(Dataset excerpts)
-----

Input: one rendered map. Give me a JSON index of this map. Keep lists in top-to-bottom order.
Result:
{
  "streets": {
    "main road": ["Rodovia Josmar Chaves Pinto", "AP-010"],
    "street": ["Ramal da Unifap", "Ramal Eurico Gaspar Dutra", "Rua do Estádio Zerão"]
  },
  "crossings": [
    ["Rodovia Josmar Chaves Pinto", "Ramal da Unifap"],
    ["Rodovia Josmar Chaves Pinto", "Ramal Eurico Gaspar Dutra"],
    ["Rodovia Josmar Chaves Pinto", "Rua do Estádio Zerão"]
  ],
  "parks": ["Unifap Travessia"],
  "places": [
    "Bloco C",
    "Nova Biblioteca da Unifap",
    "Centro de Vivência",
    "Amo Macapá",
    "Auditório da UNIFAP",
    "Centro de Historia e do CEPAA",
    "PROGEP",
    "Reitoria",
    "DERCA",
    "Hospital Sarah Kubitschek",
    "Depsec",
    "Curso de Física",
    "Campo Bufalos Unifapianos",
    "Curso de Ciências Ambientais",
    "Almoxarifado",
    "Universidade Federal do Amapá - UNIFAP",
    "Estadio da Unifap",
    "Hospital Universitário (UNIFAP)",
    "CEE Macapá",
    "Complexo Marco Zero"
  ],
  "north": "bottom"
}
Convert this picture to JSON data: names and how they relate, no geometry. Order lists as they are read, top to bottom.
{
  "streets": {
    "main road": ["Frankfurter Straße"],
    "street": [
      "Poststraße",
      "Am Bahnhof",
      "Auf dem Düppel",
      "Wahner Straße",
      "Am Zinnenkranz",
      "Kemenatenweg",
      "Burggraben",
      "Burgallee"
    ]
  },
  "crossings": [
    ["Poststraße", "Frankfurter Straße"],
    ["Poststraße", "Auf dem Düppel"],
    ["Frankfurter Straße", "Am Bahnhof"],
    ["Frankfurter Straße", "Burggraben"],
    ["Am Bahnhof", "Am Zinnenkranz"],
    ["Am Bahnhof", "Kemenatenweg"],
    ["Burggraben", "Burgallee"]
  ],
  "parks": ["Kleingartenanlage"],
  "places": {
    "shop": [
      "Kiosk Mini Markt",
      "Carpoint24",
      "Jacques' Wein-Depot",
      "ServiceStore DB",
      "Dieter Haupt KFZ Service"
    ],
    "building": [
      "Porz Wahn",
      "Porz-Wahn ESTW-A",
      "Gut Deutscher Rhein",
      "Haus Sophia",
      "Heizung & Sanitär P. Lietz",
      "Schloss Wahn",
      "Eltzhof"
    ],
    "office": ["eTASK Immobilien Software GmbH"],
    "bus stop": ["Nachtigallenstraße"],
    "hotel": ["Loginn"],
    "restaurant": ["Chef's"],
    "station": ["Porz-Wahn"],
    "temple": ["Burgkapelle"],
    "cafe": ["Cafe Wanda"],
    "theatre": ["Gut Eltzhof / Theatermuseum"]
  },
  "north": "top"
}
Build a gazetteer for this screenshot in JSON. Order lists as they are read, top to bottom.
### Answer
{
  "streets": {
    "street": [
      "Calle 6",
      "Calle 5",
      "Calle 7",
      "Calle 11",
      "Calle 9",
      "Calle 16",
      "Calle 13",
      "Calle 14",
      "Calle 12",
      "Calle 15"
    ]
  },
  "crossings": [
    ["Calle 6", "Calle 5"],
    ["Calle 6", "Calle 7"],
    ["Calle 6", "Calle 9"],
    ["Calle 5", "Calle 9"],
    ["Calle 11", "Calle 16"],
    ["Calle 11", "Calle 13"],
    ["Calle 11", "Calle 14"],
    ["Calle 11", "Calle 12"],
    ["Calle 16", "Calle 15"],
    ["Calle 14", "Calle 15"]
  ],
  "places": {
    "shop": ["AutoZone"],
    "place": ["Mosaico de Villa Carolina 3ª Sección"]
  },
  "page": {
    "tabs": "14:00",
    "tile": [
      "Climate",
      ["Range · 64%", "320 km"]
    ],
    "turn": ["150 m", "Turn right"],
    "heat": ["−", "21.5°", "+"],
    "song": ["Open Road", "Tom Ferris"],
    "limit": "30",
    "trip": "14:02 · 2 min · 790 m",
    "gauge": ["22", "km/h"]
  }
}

-----

> [REQUIRED ACTION] What is needed is a word-for-word copy of the records.

> [SOLUTION]
Input: one rendered map. Give me a JSON index of this map. Keep lists in top-to-bottom order.
Result:
{
  "streets": {
    "main road": ["Rodovia Josmar Chaves Pinto", "AP-010"],
    "street": ["Ramal da Unifap", "Ramal Eurico Gaspar Dutra", "Rua do Estádio Zerão"]
  },
  "crossings": [
    ["Rodovia Josmar Chaves Pinto", "Ramal da Unifap"],
    ["Rodovia Josmar Chaves Pinto", "Ramal Eurico Gaspar Dutra"],
    ["Rodovia Josmar Chaves Pinto", "Rua do Estádio Zerão"]
  ],
  "parks": ["Unifap Travessia"],
  "places": [
    "Bloco C",
    "Nova Biblioteca da Unifap",
    "Centro de Vivência",
    "Amo Macapá",
    "Auditório da UNIFAP",
    "Centro de Historia e do CEPAA",
    "PROGEP",
    "Reitoria",
    "DERCA",
    "Hospital Sarah Kubitschek",
    "Depsec",
    "Curso de Física",
    "Campo Bufalos Unifapianos",
    "Curso de Ciências Ambientais",
    "Almoxarifado",
    "Universidade Federal do Amapá - UNIFAP",
    "Estadio da Unifap",
    "Hospital Universitário (UNIFAP)",
    "CEE Macapá",
    "Complexo Marco Zero"
  ],
  "north": "bottom"
}
Convert this picture to JSON data: names and how they relate, no geometry. Order lists as they are read, top to bottom.
{
  "streets": {
    "main road": ["Frankfurter Straße"],
    "street": [
      "Poststraße",
      "Am Bahnhof",
      "Auf dem Düppel",
      "Wahner Straße",
      "Am Zinnenkranz",
      "Kemenatenweg",
      "Burggraben",
      "Burgallee"
    ]
  },
  "crossings": [
    ["Poststraße", "Frankfurter Straße"],
    ["Poststraße", "Auf dem Düppel"],
    ["Frankfurter Straße", "Am Bahnhof"],
    ["Frankfurter Straße", "Burggraben"],
    ["Am Bahnhof", "Am Zinnenkranz"],
    ["Am Bahnhof", "Kemenatenweg"],
    ["Burggraben", "Burgallee"]
  ],
  "parks": ["Kleingartenanlage"],
  "places": {
    "shop": [
      "Kiosk Mini Markt",
      "Carpoint24",
      "Jacques' Wein-Depot",
      "ServiceStore DB",
      "Dieter Haupt KFZ Service"
    ],
    "building": [
      "Porz Wahn",
      "Porz-Wahn ESTW-A",
      "Gut Deutscher Rhein",
      "Haus Sophia",
      "Heizung & Sanitär P. Lietz",
      "Schloss Wahn",
      "Eltzhof"
    ],
    "office": ["eTASK Immobilien Software GmbH"],
    "bus stop": ["Nachtigallenstraße"],
    "hotel": ["Loginn"],
    "restaurant": ["Chef's"],
    "station": ["Porz-Wahn"],
    "temple": ["Burgkapelle"],
    "cafe": ["Cafe Wanda"],
    "theatre": ["Gut Eltzhof / Theatermuseum"]
  },
  "north": "top"
}
Build a gazetteer for this screenshot in JSON. Order lists as they are read, top to bottom.
### Answer
{
  "streets": {
    "street": [
      "Calle 6",
      "Calle 5",
      "Calle 7",
      "Calle 11",
      "Calle 9",
      "Calle 16",
      "Calle 13",
      "Calle 14",
      "Calle 12",
      "Calle 15"
    ]
  },
  "crossings": [
    ["Calle 6", "Calle 5"],
    ["Calle 6", "Calle 7"],
    ["Calle 6", "Calle 9"],
    ["Calle 5", "Calle 9"],
    ["Calle 11", "Calle 16"],
    ["Calle 11", "Calle 13"],
    ["Calle 11", "Calle 14"],
    ["Calle 11", "Calle 12"],
    ["Calle 16", "Calle 15"],
    ["Calle 14", "Calle 15"]
  ],
  "places": {
    "shop": ["AutoZone"],
    "place": ["Mosaico de Villa Carolina 3ª Sección"]
  },
  "page": {
    "tabs": "14:00",
    "tile": [
      "Climate",
      ["Range · 64%", "320 km"]
    ],
    "turn": ["150 m", "Turn right"],
    "heat": ["−", "21.5°", "+"],
    "song": ["Open Road", "Tom Ferris"],
    "limit": "30",
    "trip": "14:02 · 2 min · 790 m",
    "gauge": ["22", "km/h"]
  }
}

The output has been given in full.